第五章 時空穿越
作者:爽爆你的眼睛      更新:2020-08-10 00:33      字數:3552
  我的手摸到到紅衣女子的臉。

  我的心咯噔一下,她的臉也是冰冷的,再探她的鼻息。

  她哪有鼻息?

  我幾乎要僵住了,這是什麽情況?

  難道我——

  我遇到了幽靈車嗎?

  我頭皮陣陣發麻,今晚真是要命了,我竟然遇到傳說中的幽靈車。

  我要逃命!

  我一腳踹向車門,一腳,兩腳……

  客車的門真他娘的牢固,我連踹了七八腳,車門完好無損。

  我心慌意亂,怪不得車中陰冷之極。

  滿車都是死人啊!

  車中充滿陰寒之氣能不冷嗎?

  我瞧向車窗,沒發現破窗錘,紅衣女子就坐在車窗的位置,挨著她坐的是一位小女孩,小女孩趴在她的懷中,緊挨著車窗位置。

  我一拉紅衣女子,她噗通倒了下去。

  我抓住靠窗那個小女孩的頭發,輕輕一提。

  小女孩的頭發脫了下來,被我抓在手中!

  我嚇的一哆嗦扔掉小女孩的頭發,一腳踹向車窗。

  嘩啦一聲車窗破碎。

  這時客車衝到了前方轉彎之處。

  我一下子跳出了車窗,緊緊抱住了頭,噗通一下摔落地麵,車速的慣性讓我朝前翻滾。

  我感到雙腳一輕。

  我的兩隻腳搭在了懸崖邊上。

  客車仿佛斷線的大風箏直接栽下了懸崖。

  我驚慌的朝前爬去,直到離懸崖有一段距離才停下,驚魂未定的呼呼喘粗氣。

  我安慰自己,沒有幽靈,沒有什麽鳥鬼,都是幻覺,我在做夢,這都是夢中的事情。

  我真的在做夢嗎?

  我掐了一下大腿,死疼死疼的,做夢會感覺到疼嗎?

  我感到很無助,想到老媽對我說的話,要我必須麵對現實,勇敢去麵對發生的事,我此刻懷疑我是不是在現實之中?

  這一切等到了天亮就明白了。

  我現在什麽都不想管了,精神過度緊張,快變成神經病了,也許我真的在做夢,一個很真實的夢。

  我希望快點醒過來,這也太讓人害怕了,有些吃不消。

  人們常說夢是心頭想,我好像從未想過這樣糟糕的事,好事當然經常想起過,就像某個大老板說的,先定個小目標,掙上一個億,娶個好老婆,買個小別墅,都是常人夢寐以求的好事。

  今晚發生的事想都不敢想,可它偏偏就發生了。

  我很疲憊,如果有個床,我馬上可以進入夢鄉,但現在我不敢閉眼睛,滿腦子都是剛剛發生過的事情。

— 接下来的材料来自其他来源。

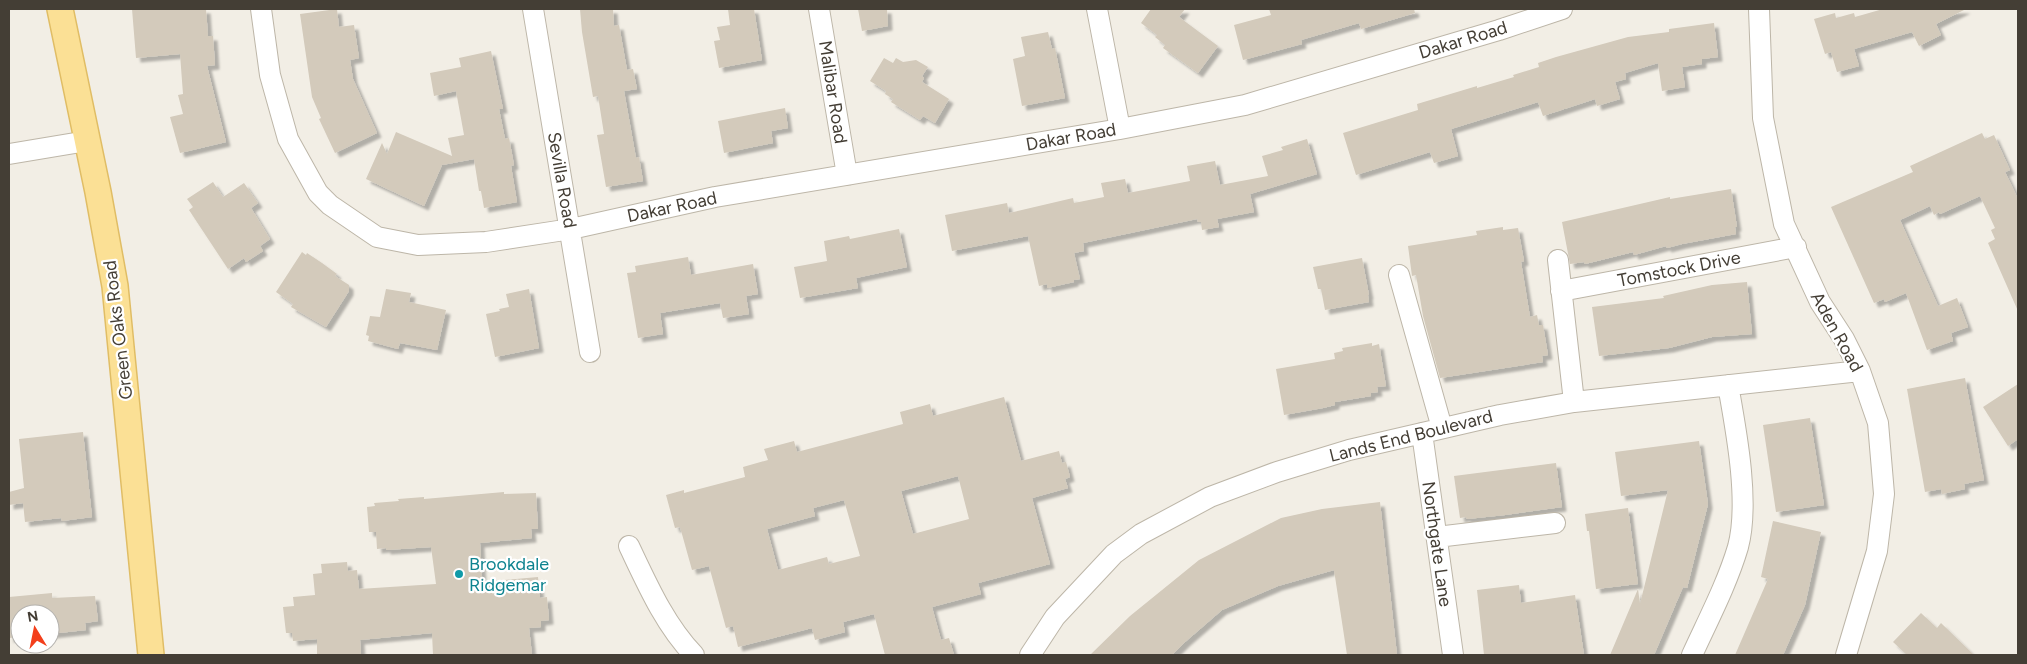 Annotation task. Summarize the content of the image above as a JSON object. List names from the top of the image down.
{
  "streets": {
    "main road": ["Green Oaks Road"],
    "street": [
      "Dakar Road",
      "Malibar Road",
      "Sevilla Road",
      "Tomstock Drive",
      "Aden Road",
      "Lands End Boulevard",
      "Northgate Lane"
    ]
  },
  "crossings": [
    ["Dakar Road", "Malibar Road"],
    ["Dakar Road", "Sevilla Road"],
    ["Tomstock Drive", "Aden Road"],
    ["Aden Road", "Lands End Boulevard"],
    ["Lands End Boulevard", "Northgate Lane"]
  ],
  "places": ["Brookdale Ridgemar"],
  "north": "top"
}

  我雖然碌碌無為,但還是不想死,好死不如賴活著,活著才有更多的希望。

  想起那輛幽靈車,我不寒而栗,傳說中的事真讓我遇到了!

  真他娘的邪門!

  我到底是不是在做夢?

  我啪的給自己一耳光,臉上很疼,他娘的哪裏是夢呀?

  這夢也忒真了吧!

  我找到路邊那塊標牌躺了上去。

  實在是太累了,不想再動了。

  那些奇怪的兔子再沒出現。

  我真想睡一覺,但怎麽都合不上眼,身下是冰涼的鐵板,敢睡嗎?

  不生病才怪!

  仰望夜空,明月被薄薄的浮雲遮擋,好像要掩蓋住明月的那份神秘,讓人猜想不透。

  今夜確實是個神秘的夜晚。

  今夜怎麽那麽的漫長?

  我期盼天亮的到來,隻有明媚的陽光才可以驅散世間的陰霾,還大地一個幹淨透明的世界。

  瞧著明清如水的月光,讓我心中有了一份安慰。

  我好像被月光催眠了,不知不覺的睡了過去。

  ————

  嗵嗵嗵!

  我猛然被敲擊鐵板之聲驚醒。

  鼻中聞到一股羊騷之味,睜開眼睛,原來天光大亮。

  天終於亮了。

  有個人正盯著我,是個俊俏的女人,頭發挽在腦後,白色的襯衣,黑色的褲子,眼神淩厲。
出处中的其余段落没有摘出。